21. My answer to the above question is as under for the following reasons:

It is the contention of the learned Counsel for the appellant that the suit schedule property lies outside the acquired property. It is the contention of the learned Counsel for Respondents 1 to 16 (allottees) that suit schedule property lies within the acquired land. It is undisputed fact that 5 acres 10 guntas out of 8 acres 28 guntas of land in Sy. No. 18/3 of Kempapura village, Yelahanka Hobli, Bangalore North taluk has been acquired for the purpose of formation of lay-out to the 3rd defendant -Society, The appellant - Anthony Swamy has filed O.S. No. 17515/2004 seeking for an order of injunction in respect of part and parcel of Sy.No.18/3 of Kempapura village, Yelahanka Hobli, Bangalore North taluk. In that case, Temporary Injunction is granted in favour of the plaintiff -Anthony Swamy and as against the defendant - Society. In that suit it is also ordered that pending disposal of the suit, defendant - Society is restrained from forming a layout on the western side of the acquired land and also restrained from interfering with the peaceful possession and enjoyment of the schedule property by the plaintiff -Anthony Swamy. It is also made clear that injunctive relief granted is not applicable to any of the portions of 5 acres 10 guntas acquired under 4(1) notification dated 22.8.1988. The learned trial Judge while disposing of I.A. No. 1 for Temporary Injunction in O.S. No. 17515/2004 has observed that prima facie it appears that there is a question as to where exactly the western boundary of 5 acres 10 guntas ends and where exactly the eastern boundary of 1 acre 20 guntas would begin. It is for the defendant -Society to show that the schedule land is a part of acquisition or it has purchased the schedule land for forming a jay-out. The learned trial Judge has also observed that revenue records are in the name of the plaintiff - Anthony Swamy concerning the disputed land.

22. It is the contention of the learned Counsel for the appellant that the map prepared by the Special Land Acquisition Officer is contrary to the Document No. 2 Notification. The common order passed on I.A. Nos. 1 and 2 in O.S. No. 8209/2005 indicates that plaintiffs and defendant No. 1 in the said suit, who has filed O.S. No. 17515/2004 have taken different stands in the said suit. In the said order it. is also indicated that O.S. No. 17515/2004 is pending before the Court below and O.S. No. 8209/2005 has been clubbed with O.S. No. 17515/2004 as per the orders passed in Misc. No. 343/2006 dated 3.8.2006 by the Court of Prl. City Civil & Sessions Judge, Bangalore and O.S. No. 17515/2004 is treated as main suit.
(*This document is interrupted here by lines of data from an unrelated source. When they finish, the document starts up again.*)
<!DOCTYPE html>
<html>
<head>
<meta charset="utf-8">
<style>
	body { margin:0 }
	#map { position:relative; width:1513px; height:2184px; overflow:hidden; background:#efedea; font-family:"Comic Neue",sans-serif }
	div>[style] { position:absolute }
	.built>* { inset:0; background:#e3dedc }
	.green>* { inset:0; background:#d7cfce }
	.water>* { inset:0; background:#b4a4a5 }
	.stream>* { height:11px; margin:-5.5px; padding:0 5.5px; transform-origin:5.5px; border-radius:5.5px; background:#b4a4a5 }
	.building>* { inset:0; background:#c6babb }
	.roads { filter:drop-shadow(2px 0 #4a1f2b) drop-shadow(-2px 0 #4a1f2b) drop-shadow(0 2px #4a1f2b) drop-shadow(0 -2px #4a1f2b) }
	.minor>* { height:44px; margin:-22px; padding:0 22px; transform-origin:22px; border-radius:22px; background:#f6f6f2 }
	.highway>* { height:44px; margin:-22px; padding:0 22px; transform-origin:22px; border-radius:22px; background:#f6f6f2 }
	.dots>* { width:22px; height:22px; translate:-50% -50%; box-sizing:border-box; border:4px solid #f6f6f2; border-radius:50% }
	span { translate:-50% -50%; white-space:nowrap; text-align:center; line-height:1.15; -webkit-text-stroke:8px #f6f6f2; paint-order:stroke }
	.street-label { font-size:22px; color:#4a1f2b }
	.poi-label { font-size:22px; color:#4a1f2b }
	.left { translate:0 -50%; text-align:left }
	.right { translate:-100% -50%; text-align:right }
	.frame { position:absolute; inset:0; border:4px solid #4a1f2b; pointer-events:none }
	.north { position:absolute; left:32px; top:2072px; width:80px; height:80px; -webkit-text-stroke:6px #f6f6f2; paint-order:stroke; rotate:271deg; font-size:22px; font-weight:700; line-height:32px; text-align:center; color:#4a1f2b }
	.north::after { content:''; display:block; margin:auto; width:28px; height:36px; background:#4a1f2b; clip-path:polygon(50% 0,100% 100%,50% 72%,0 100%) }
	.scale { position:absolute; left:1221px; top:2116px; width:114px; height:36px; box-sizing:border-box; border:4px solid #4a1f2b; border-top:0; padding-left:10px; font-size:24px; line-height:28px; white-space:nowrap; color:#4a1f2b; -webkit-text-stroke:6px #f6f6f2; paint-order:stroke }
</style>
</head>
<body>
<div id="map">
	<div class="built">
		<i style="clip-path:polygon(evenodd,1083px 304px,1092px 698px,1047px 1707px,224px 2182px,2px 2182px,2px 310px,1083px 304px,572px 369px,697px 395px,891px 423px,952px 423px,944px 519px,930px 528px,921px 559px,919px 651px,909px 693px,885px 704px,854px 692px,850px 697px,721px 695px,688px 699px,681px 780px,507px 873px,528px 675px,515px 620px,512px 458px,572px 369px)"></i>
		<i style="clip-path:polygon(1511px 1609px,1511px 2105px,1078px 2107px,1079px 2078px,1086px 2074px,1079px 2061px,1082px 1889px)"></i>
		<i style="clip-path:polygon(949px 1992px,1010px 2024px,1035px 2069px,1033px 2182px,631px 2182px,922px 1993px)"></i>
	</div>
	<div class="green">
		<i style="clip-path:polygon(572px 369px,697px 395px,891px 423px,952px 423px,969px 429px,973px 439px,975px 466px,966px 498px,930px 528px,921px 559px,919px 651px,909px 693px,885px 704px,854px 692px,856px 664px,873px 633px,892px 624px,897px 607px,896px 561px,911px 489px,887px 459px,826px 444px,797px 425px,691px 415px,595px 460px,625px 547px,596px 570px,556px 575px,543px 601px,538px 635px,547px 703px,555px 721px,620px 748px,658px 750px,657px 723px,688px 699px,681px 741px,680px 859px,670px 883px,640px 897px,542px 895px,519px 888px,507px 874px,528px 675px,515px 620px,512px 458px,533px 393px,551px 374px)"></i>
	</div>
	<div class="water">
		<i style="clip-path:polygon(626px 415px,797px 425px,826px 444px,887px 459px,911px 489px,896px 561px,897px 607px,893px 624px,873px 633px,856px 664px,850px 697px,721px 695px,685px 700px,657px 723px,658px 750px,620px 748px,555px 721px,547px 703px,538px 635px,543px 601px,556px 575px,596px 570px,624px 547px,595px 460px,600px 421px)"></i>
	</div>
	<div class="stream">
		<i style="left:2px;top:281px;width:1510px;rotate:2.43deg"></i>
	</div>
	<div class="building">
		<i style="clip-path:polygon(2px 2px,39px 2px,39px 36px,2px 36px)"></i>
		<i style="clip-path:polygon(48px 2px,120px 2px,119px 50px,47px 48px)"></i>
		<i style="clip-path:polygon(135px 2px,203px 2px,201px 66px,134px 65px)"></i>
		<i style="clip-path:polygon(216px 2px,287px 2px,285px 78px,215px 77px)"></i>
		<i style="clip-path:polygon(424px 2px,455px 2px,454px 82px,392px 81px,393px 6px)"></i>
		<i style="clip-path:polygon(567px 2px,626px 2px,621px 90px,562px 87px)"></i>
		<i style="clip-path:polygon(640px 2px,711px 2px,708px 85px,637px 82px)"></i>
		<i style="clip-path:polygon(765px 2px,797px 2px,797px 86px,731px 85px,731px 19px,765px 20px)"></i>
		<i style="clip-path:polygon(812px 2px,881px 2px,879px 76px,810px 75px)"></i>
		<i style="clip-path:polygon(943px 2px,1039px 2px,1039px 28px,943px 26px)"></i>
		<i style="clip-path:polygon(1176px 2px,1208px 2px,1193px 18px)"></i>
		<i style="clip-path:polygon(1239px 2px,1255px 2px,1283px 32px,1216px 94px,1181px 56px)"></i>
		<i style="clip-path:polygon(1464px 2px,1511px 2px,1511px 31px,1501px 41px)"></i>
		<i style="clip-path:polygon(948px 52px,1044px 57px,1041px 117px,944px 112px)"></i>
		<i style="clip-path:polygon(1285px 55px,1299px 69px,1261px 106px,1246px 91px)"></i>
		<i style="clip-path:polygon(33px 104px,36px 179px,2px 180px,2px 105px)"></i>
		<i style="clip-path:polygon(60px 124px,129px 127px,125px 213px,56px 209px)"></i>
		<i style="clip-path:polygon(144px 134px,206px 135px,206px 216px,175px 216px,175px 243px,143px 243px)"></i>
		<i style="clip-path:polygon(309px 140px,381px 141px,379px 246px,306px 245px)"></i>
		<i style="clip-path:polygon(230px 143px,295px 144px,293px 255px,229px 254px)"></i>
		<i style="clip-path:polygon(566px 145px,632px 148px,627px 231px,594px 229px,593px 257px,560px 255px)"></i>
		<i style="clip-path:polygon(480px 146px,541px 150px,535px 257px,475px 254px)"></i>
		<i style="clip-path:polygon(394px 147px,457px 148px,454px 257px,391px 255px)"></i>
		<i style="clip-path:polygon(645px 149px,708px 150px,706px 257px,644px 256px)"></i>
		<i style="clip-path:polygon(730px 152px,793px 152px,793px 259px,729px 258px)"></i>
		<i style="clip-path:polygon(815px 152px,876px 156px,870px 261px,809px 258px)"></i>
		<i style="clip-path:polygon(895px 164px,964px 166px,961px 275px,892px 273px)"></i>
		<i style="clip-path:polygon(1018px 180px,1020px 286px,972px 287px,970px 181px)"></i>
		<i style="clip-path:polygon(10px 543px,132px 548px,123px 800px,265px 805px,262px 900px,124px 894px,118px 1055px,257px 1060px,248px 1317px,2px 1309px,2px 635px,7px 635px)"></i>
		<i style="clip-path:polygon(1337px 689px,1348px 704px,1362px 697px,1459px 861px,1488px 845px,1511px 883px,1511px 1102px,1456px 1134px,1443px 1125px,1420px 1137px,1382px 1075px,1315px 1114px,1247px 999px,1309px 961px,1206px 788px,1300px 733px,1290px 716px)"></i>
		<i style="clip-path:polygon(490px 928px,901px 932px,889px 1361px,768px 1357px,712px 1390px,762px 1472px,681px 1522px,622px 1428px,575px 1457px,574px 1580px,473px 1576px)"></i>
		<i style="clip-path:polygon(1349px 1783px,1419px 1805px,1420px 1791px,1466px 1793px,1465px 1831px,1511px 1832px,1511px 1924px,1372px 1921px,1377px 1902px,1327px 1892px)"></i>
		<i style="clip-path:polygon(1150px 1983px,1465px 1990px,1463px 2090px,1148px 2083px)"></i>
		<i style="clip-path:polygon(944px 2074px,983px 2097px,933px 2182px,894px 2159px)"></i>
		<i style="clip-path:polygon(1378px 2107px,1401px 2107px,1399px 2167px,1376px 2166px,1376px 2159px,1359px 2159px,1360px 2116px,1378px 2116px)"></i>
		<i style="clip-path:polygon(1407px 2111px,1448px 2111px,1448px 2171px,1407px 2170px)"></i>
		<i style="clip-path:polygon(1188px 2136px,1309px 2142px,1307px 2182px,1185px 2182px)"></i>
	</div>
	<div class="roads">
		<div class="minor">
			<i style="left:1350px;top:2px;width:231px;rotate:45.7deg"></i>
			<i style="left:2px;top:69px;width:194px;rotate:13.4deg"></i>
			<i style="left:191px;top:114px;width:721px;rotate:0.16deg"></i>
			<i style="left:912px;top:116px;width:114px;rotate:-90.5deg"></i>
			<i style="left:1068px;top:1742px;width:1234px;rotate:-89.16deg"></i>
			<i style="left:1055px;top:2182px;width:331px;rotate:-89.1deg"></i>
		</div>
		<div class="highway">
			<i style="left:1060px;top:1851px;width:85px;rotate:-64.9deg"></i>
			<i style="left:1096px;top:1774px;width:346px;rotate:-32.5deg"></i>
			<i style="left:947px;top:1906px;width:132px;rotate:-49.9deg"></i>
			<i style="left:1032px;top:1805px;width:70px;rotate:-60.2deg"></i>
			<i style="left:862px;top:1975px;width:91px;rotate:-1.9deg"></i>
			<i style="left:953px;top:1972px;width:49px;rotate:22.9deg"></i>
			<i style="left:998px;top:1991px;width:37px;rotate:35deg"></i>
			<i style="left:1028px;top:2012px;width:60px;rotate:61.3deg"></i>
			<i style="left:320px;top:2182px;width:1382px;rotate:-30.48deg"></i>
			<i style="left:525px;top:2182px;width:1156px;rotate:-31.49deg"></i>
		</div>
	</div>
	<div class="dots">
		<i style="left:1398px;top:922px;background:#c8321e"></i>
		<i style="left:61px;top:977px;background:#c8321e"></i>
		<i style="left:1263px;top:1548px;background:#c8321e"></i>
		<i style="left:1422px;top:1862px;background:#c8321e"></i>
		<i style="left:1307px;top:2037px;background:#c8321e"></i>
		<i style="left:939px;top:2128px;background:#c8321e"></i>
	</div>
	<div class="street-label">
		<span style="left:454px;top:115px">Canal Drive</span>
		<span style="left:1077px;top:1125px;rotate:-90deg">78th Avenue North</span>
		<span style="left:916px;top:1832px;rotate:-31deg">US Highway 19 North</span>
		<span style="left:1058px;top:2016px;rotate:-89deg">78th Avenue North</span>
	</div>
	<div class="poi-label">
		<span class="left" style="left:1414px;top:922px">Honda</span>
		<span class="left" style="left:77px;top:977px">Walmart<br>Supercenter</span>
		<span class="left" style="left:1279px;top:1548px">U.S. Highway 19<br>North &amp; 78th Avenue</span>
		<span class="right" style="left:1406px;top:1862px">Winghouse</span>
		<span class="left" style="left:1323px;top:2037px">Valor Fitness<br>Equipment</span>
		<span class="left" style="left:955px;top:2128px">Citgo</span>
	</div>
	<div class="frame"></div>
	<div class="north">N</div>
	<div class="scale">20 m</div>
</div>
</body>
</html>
23. Both sides claim that they are in possession of the suit schedule property. Whether the plaintiff is in possession of the suit schedule property or respondents are in possession of the suit schedule property can be ascertained only after full fledged trial. Therefore taking into account of all aspects of the case, in my view, this is one of the exceptional case where interference would serve the interest of the parties. Therefore I direct the parties to maintain status quo till the disposal of the suit.